Among the records below, how many lines contain "building"? State the number and nothing more.

Stored items:
_ _ _
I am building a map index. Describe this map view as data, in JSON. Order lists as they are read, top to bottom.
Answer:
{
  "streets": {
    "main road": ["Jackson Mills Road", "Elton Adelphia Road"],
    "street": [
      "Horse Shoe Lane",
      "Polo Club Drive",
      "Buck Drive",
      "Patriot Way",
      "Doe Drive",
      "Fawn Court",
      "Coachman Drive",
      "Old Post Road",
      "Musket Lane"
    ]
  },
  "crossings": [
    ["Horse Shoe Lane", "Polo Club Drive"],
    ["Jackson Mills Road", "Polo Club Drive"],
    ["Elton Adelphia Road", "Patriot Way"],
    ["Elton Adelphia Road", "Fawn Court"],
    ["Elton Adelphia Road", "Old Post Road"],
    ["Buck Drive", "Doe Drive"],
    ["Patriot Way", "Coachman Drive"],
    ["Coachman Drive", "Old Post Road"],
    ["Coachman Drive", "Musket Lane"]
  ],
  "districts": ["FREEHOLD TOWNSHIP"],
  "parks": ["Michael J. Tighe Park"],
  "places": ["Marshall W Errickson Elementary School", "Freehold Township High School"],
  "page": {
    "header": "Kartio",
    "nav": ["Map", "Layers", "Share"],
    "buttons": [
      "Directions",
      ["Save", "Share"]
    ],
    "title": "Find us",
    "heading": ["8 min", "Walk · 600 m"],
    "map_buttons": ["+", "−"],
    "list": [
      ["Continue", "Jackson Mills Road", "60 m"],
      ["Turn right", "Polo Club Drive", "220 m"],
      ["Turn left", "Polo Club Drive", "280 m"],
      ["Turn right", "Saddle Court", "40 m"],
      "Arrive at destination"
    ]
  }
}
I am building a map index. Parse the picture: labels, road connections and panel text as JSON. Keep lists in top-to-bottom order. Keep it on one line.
_ _ _
Response below >> 2